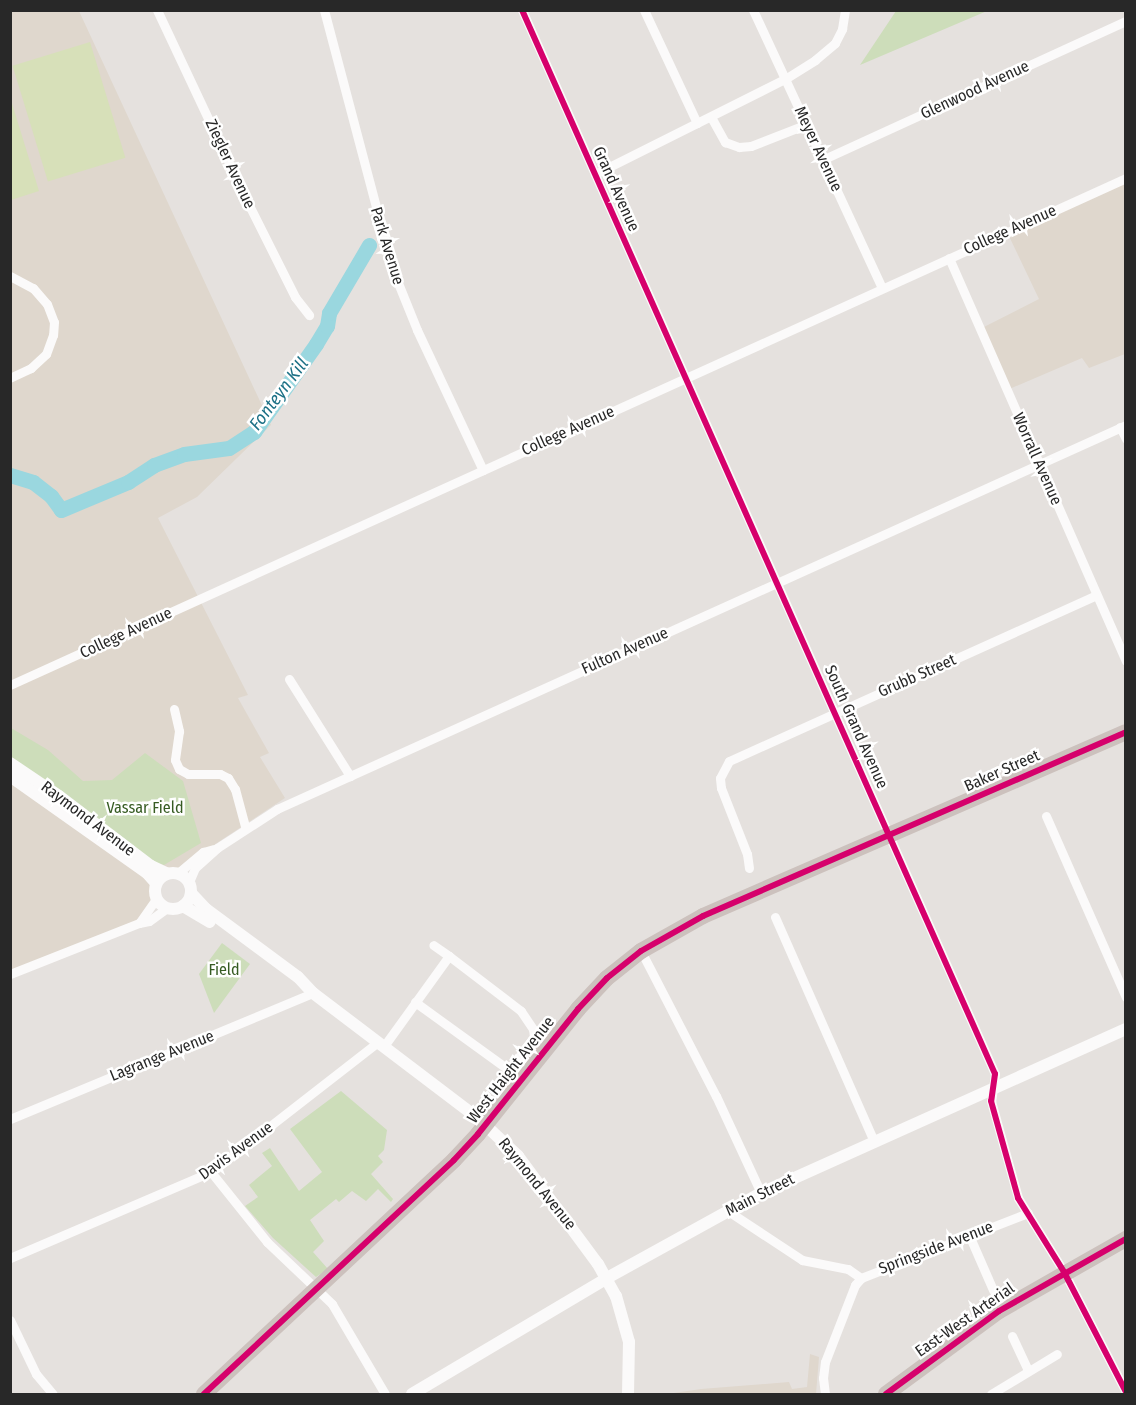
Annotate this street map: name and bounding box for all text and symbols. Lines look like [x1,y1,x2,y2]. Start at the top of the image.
street label: Glenwood Avenue [918,56,1032,124]
street label: Meyer Avenue [790,103,846,195]
street label: Ziegler Avenue [201,116,259,212]
street label: Grand Avenue [589,144,643,234]
street label: College Avenue [961,201,1059,259]
street label: Park Avenue [366,205,408,287]
water label: Fonteyn Kill [245,354,313,434]
street label: College Avenue [519,402,617,460]
street label: Worrall Avenue [1008,410,1066,508]
street label: College Avenue [77,603,175,663]
street label: Fulton Avenue [579,623,671,679]
street label: Grubb Street [875,650,959,702]
street label: South Grand Avenue [820,662,892,792]
street label: Baker Street [961,746,1043,796]
street label: Raymond Avenue [37,777,139,861]
park label: Vassar Field [107,798,183,818]
park label: Field [208,960,240,980]
street label: West Haight Avenue [463,1013,559,1127]
street label: Lagrange Avenue [107,1026,217,1086]
street label: Davis Avenue [195,1118,277,1184]
street label: Raymond Avenue [494,1134,580,1234]
street label: Main Street [722,1169,798,1221]
street label: Springside Avenue [876,1217,996,1279]
street label: East-West Arterial [912,1279,1018,1361]

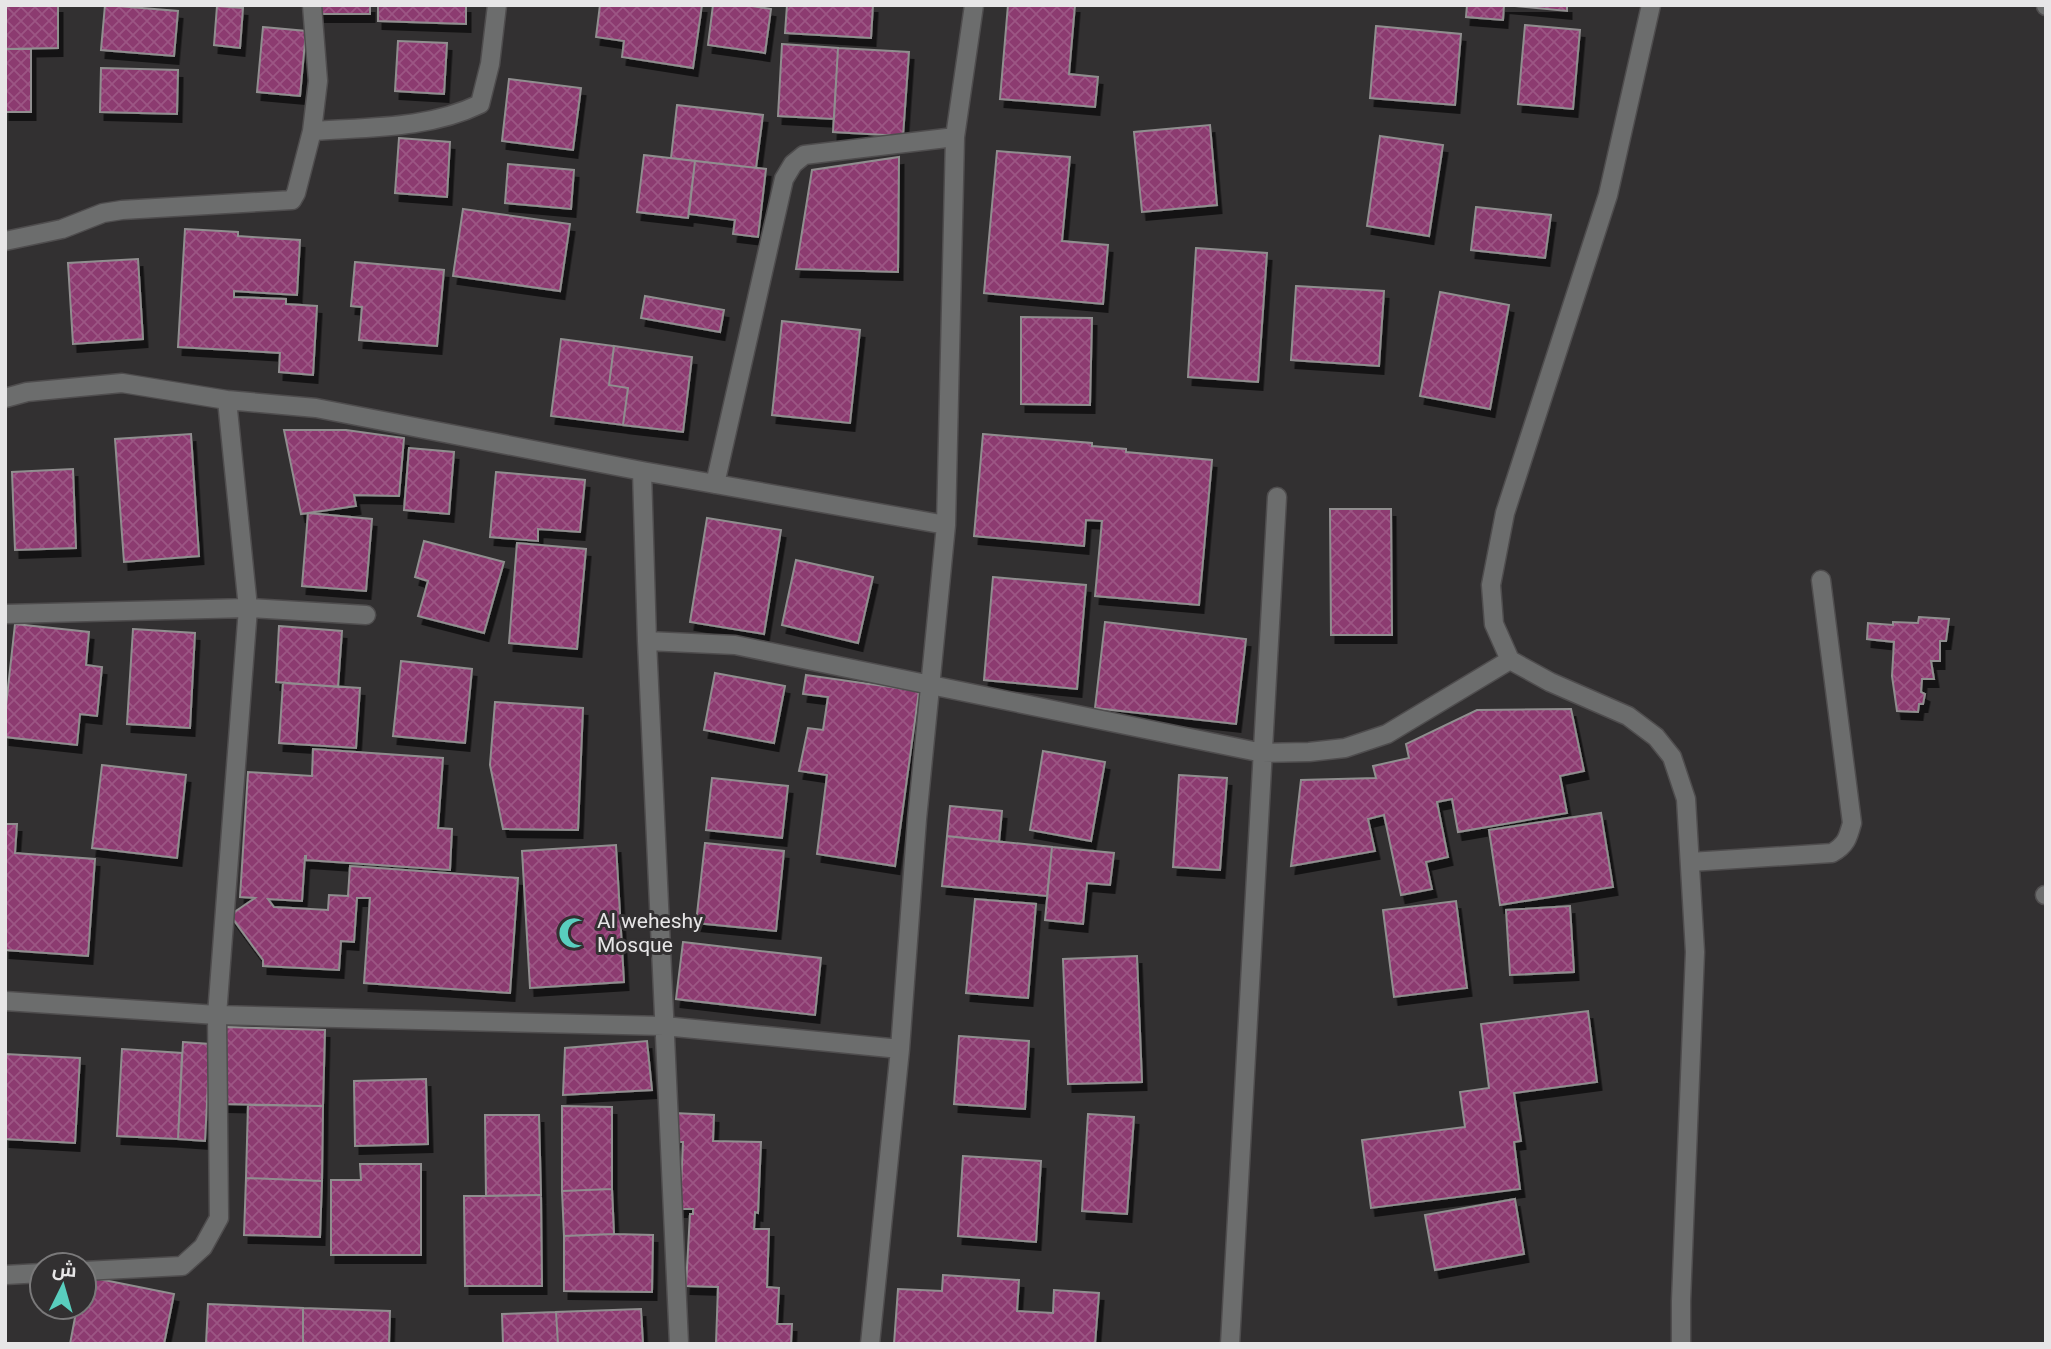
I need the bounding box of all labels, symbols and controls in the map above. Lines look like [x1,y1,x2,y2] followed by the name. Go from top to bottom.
[597,909,703,957] place label: Al weheshy Mosque
[557,916,591,950] mosque icon: Al weheshy Mosque
[28,1251,98,1321] north arrow
[51,1257,78,1282] text: ش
▬▬▬▬▬▬
• [PROBLEM DETAILS]
Every line of the data above should be returned exactly, with the pictures removed.

• [ANSWER TO THE PROBLEM]
Annotate this street map: name and bounding box for all text and symbols. Lines look like [x1,y1,x2,y2]. Start at the top of the image.
street label: Glenwood Avenue [918,56,1032,124]
street label: Meyer Avenue [790,103,846,195]
street label: Ziegler Avenue [201,116,259,212]
street label: Grand Avenue [589,144,643,234]
street label: College Avenue [961,201,1059,259]
street label: Park Avenue [366,205,408,287]
water label: Fonteyn Kill [245,354,313,434]
street label: College Avenue [519,402,617,460]
street label: Worrall Avenue [1008,410,1066,508]
street label: College Avenue [77,603,175,663]
street label: Fulton Avenue [579,623,671,679]
street label: Grubb Street [875,650,959,702]
street label: South Grand Avenue [820,662,892,792]
street label: Baker Street [961,746,1043,796]
street label: Raymond Avenue [37,777,139,861]
park label: Vassar Field [107,798,183,818]
park label: Field [208,960,240,980]
street label: West Haight Avenue [463,1013,559,1127]
street label: Lagrange Avenue [107,1026,217,1086]
street label: Davis Avenue [195,1118,277,1184]
street label: Raymond Avenue [494,1134,580,1234]
street label: Main Street [722,1169,798,1221]
street label: Springside Avenue [876,1217,996,1279]
street label: East-West Arterial [912,1279,1018,1361]

I need the bounding box of all labels, symbols and controls in the map above. Lines look like [x1,y1,x2,y2] followed by the name. Go from top to bottom.
[597,909,703,957] place label: Al weheshy Mosque
[557,916,591,950] mosque icon: Al weheshy Mosque
[28,1251,98,1321] north arrow
[51,1257,78,1282] text: ش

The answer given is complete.